## To do
When counting, include every line of the data that holds "symbols", then state the total alone.

## Dataset excerpts

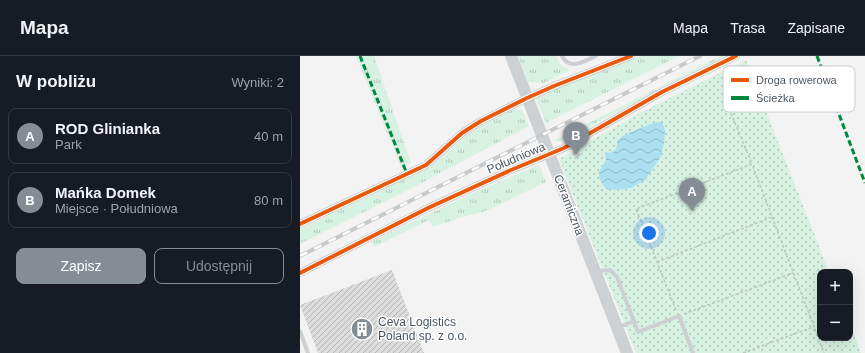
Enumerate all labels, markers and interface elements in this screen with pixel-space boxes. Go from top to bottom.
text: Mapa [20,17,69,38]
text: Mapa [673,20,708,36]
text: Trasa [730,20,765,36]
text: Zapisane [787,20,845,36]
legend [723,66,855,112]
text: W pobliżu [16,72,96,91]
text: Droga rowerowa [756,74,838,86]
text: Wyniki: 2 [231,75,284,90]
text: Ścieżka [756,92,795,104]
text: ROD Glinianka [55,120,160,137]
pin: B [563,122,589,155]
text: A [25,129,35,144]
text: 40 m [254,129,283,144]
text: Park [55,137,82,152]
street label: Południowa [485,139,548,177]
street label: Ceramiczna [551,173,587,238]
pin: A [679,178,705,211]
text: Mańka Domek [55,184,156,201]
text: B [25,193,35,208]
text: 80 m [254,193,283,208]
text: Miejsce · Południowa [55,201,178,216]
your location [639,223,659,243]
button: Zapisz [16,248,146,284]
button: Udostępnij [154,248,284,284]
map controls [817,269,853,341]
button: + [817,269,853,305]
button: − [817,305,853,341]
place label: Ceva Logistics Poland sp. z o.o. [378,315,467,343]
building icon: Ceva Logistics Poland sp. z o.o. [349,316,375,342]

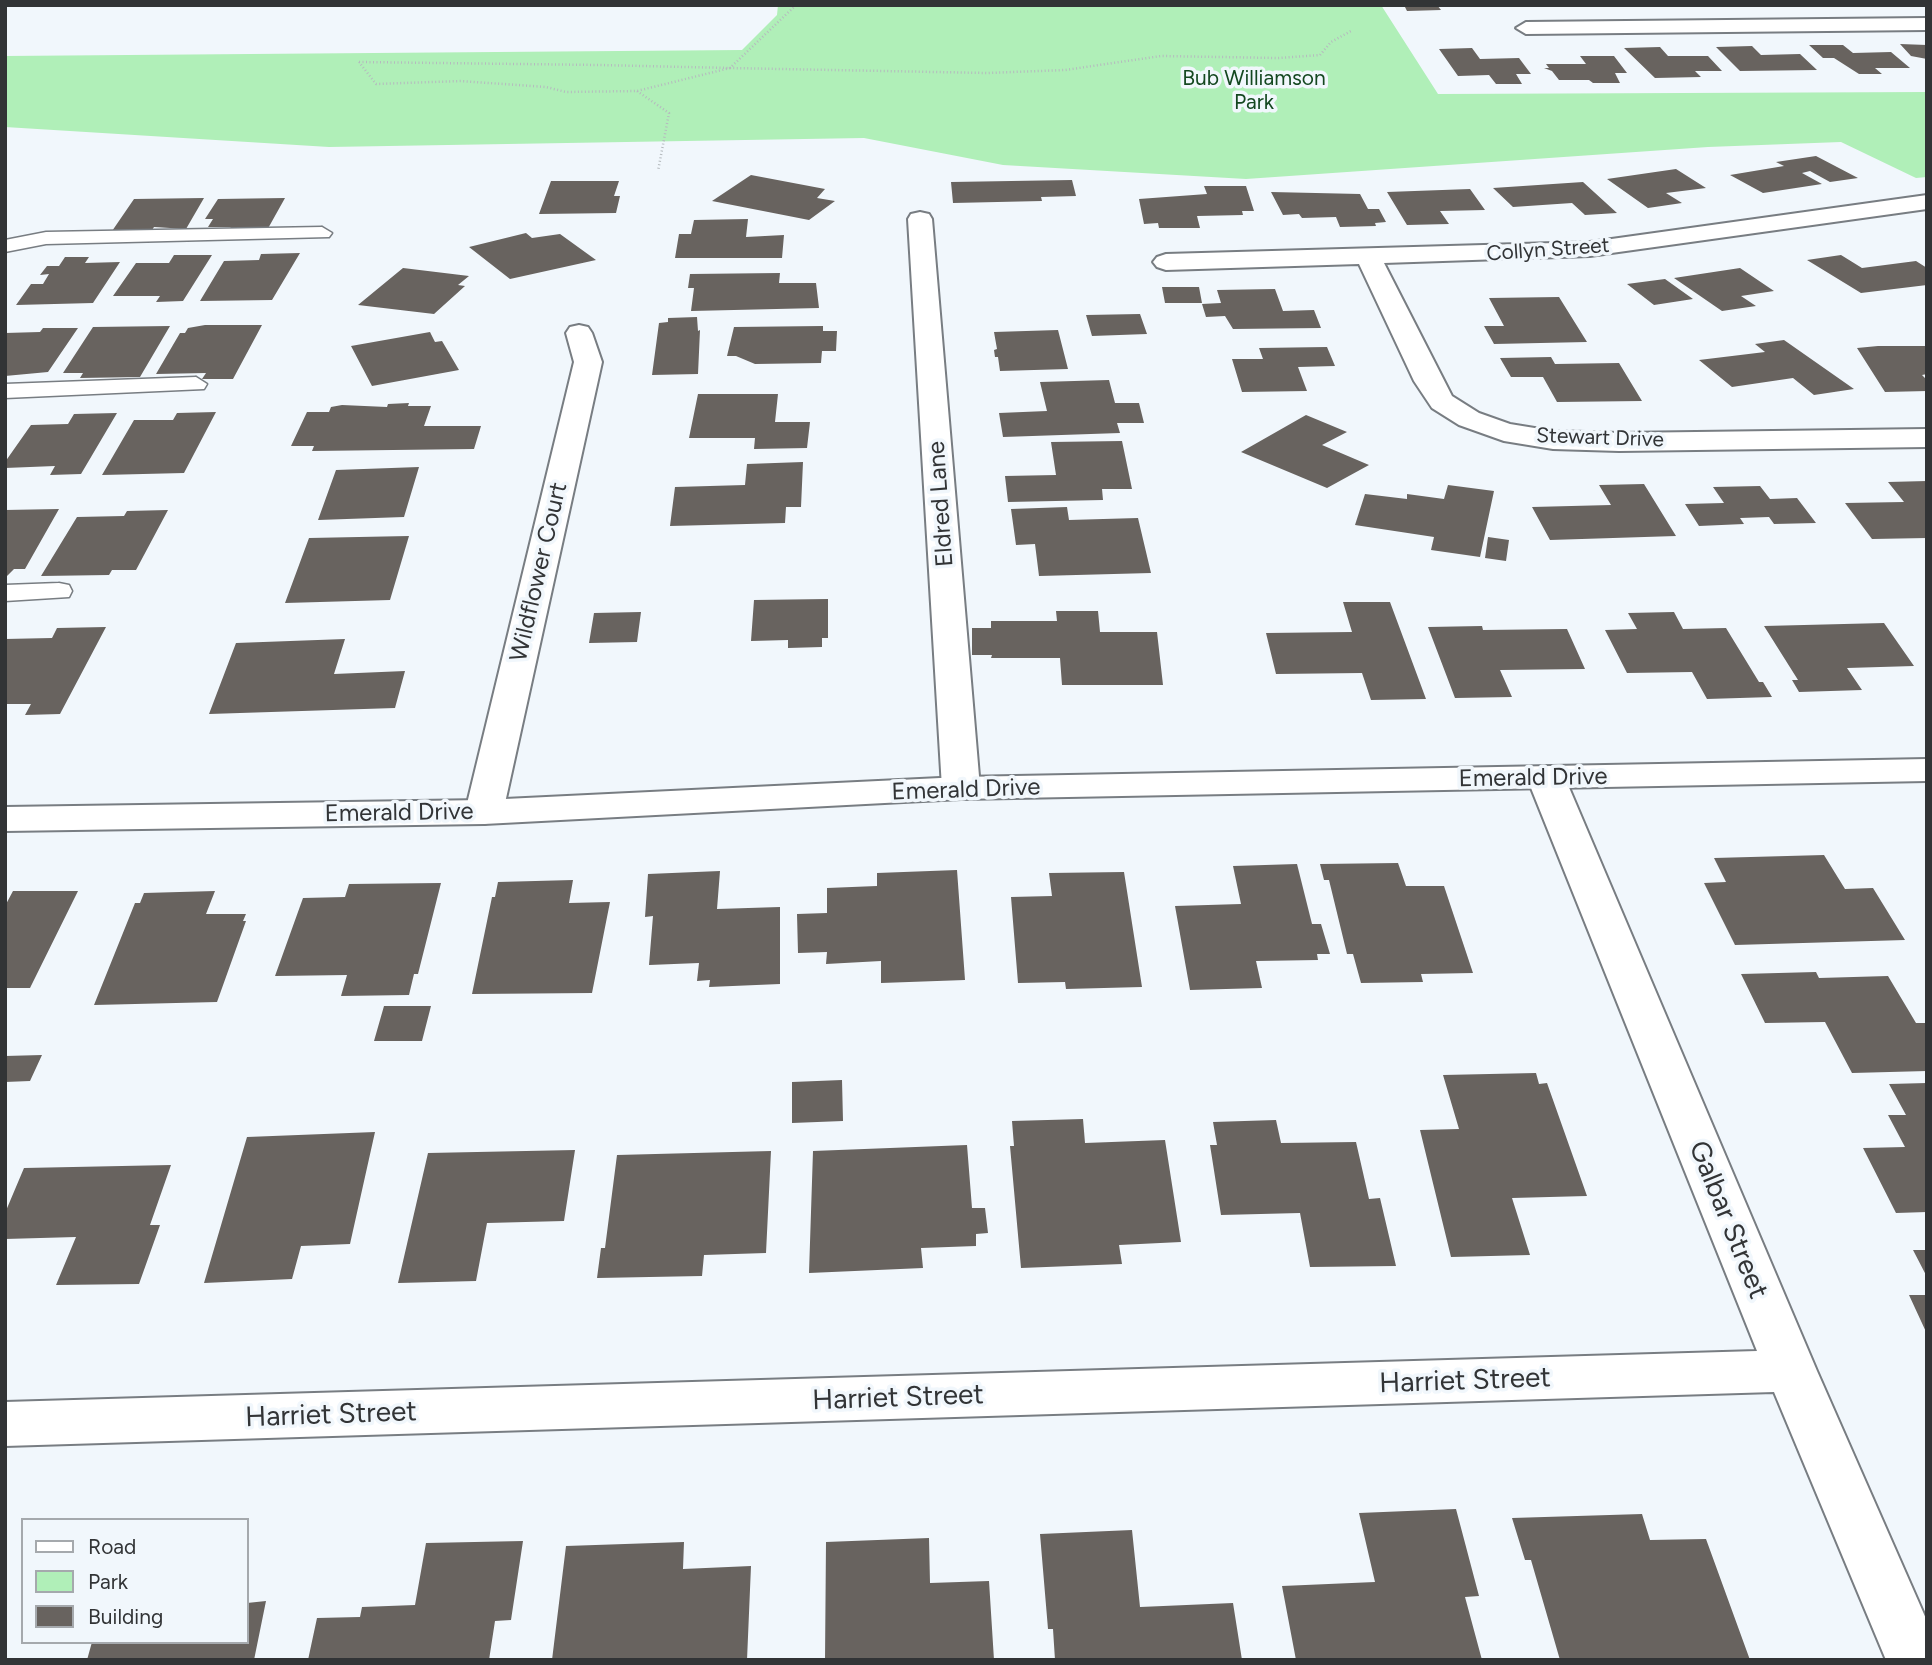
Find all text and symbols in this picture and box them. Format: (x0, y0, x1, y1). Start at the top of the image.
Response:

---

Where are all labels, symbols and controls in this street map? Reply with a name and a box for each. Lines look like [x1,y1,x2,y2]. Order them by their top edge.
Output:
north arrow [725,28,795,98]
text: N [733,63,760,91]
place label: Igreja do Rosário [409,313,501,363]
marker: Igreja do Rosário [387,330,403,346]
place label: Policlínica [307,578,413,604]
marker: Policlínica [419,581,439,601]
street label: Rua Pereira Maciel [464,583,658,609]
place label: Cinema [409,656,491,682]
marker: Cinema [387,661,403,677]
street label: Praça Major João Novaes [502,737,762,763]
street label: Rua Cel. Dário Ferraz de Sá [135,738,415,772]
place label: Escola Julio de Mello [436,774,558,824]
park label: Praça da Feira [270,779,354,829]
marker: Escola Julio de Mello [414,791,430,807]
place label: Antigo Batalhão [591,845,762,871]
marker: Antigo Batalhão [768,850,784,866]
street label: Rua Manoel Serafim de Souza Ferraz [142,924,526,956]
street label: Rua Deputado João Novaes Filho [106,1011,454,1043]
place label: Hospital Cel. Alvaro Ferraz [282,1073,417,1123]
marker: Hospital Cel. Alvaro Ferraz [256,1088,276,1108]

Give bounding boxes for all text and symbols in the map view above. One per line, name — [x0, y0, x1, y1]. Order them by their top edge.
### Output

## Exercise result
3